|Priority Trade Issues|
|Over half of the merchandise for sale in U.S. markets comes from abroad. In 2007 the total value of all imports into the U.S. was more than $2 trillion. For CBP, whose mission is to prevent terrorists and terrorist weapons from entering the U.S. —while facilitating the flow of legitimate trade and travel—processing these imports meant handling 22 million entry summaries with over 102 million lines, and collecting $32 billion in revenues.CBP prioritizes which trade issues to look at most carefully by using a strategically layered risk management approach based on the potential impact of noncompliance. The Office of International Trade (OT) in CBP is organized to focus resources on seven designated Priority Trade Issues (PTIs)—high-risk areas that can cause significant revenue loss, hurt the U.S. economy, or threaten the health and safety of the American people. These PTIs are reviewed periodically as OT constantly assesses new risks and how it can best enforce the trade laws of the U.S.PTIs form the core of the risk management approach outlined in the CBP Trade Strategy.They drive the investment of CBP resources and enforcement and facilitation efforts, including the selection of audit candidates, special enforcement operations, policy issuance, outreach and legislative and regulatory initiatives.In alphabetical order, these are the Priority Trade Issues.|
The goal of the Agriculture PTI is to prevent the importation of contaminated, diseased, infested, or adulterated agricultural and food products that could harm the American people, plant and animal agricultural resources, or the economy, while facilitating lawful trade.
|Antidumping and Countervailing Duties (AD/CVD)|
When the Department of Commerce finds that imported merchandise was sold in the U.S. at an unfairly low or subsidized price, CBP is responsible for collecting the AD/CV duties timely to level the playing field for U.S. companies injured by these unfair trade practices. The goal of the AD/CVD PTI is to detect and deter circumvention of the AD/CVD law and to liquidate final duties timely and accurately, while facilitating legitimate trade.
The Import Safety Priority Trade Issue is designed to ensure that unsafe products do not enter the commerce of the United States by working collaboratively and collectively with other government agencies, other foreign governments and the trade to better define and assess risk through increased automation and the sharing of information to encourage greater use of partnership and best practices to protect the U.S. consumer.
|Intellectual Property Rights|
The trade in counterfeit and pirated goods threatens America’s innovation economy, the competitiveness of our businesses, the livelihoods of U.S. workers, and, in some cases, national security and the health and safety of consumers. The trade in these illegitimate goods is associated with smuggling and other criminal activities, and often funds criminal enterprises. CBP protects businesses and consumers every day through an aggressive IPR enforcement program. CBP targets and seizes imports of counterfeit and pirated goods, and enforces exclusion orders on patent-infringing and other IPR violative goods.
The goal of the Penalties PTI is to ensure that penalties are effective in deterring noncompliance. This requires national direction and uniformity among the 326 ports of entry and 41 Fines, Penalties and Forfeitures field offices, as well as the use of appropriate compliance alternatives and a focus on violations involving other Priority Trade Issues.
The goal of the Revenue PTI is to ensure that CBP has effective internal controls to protect the duties and taxes (over $32 billion in 2007) it collects for the U.S. Government, and that its financial reports meet the highest accounting standards.

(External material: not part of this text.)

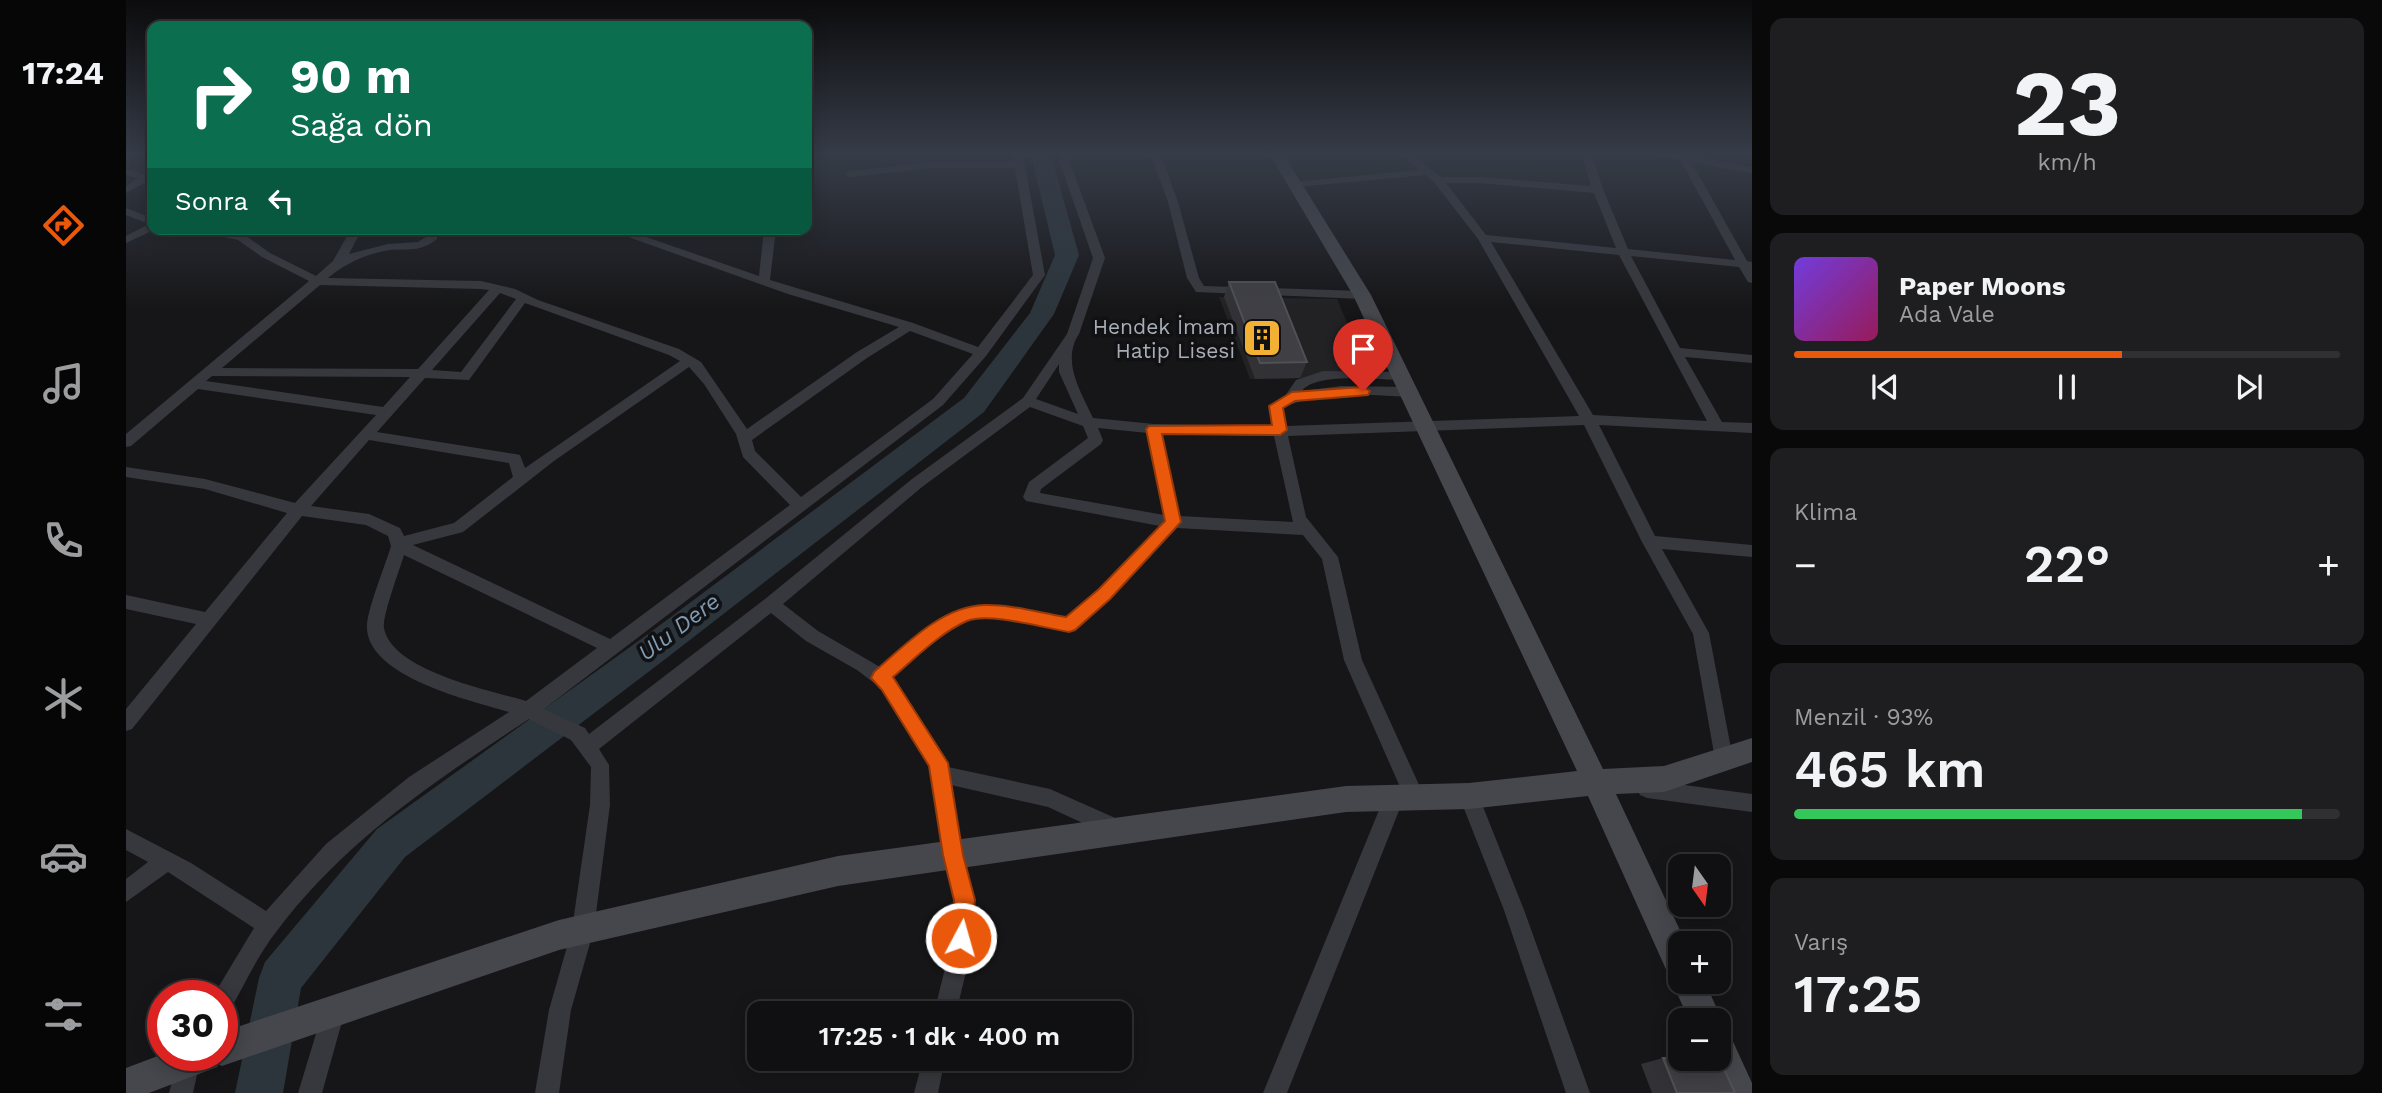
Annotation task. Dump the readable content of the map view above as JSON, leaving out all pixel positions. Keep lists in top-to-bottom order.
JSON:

The goal of the Textiles PTI is to ensure that textile imports, which generate more than 40% of the duties collected by CBP, fully comply with applicable laws, regulations, quotas, Free Trade Agreement requirements, and Intellectual Property provisions.
Over the last decade, the number of Free Trade Agreements (FTAs) and preferential trade legislation programs has increased significantly. In response to this current trade environment reality, U.S. Customs and Border Protection (CBP) has designated Trade Agreements (TA) as a Priority Trade Issue (PTI). The objective of the TA PTI is to advance CBP’s mission by working with internal and external stakeholders to facilitate legitimate trade and address areas of non-compliance while effectively communicating the terms of our free trade agreements and preferential trade legislation. The TA PTI is limited to goods other than textiles and apparel, as textiles and apparel products are handled under a separate Textiles PTI.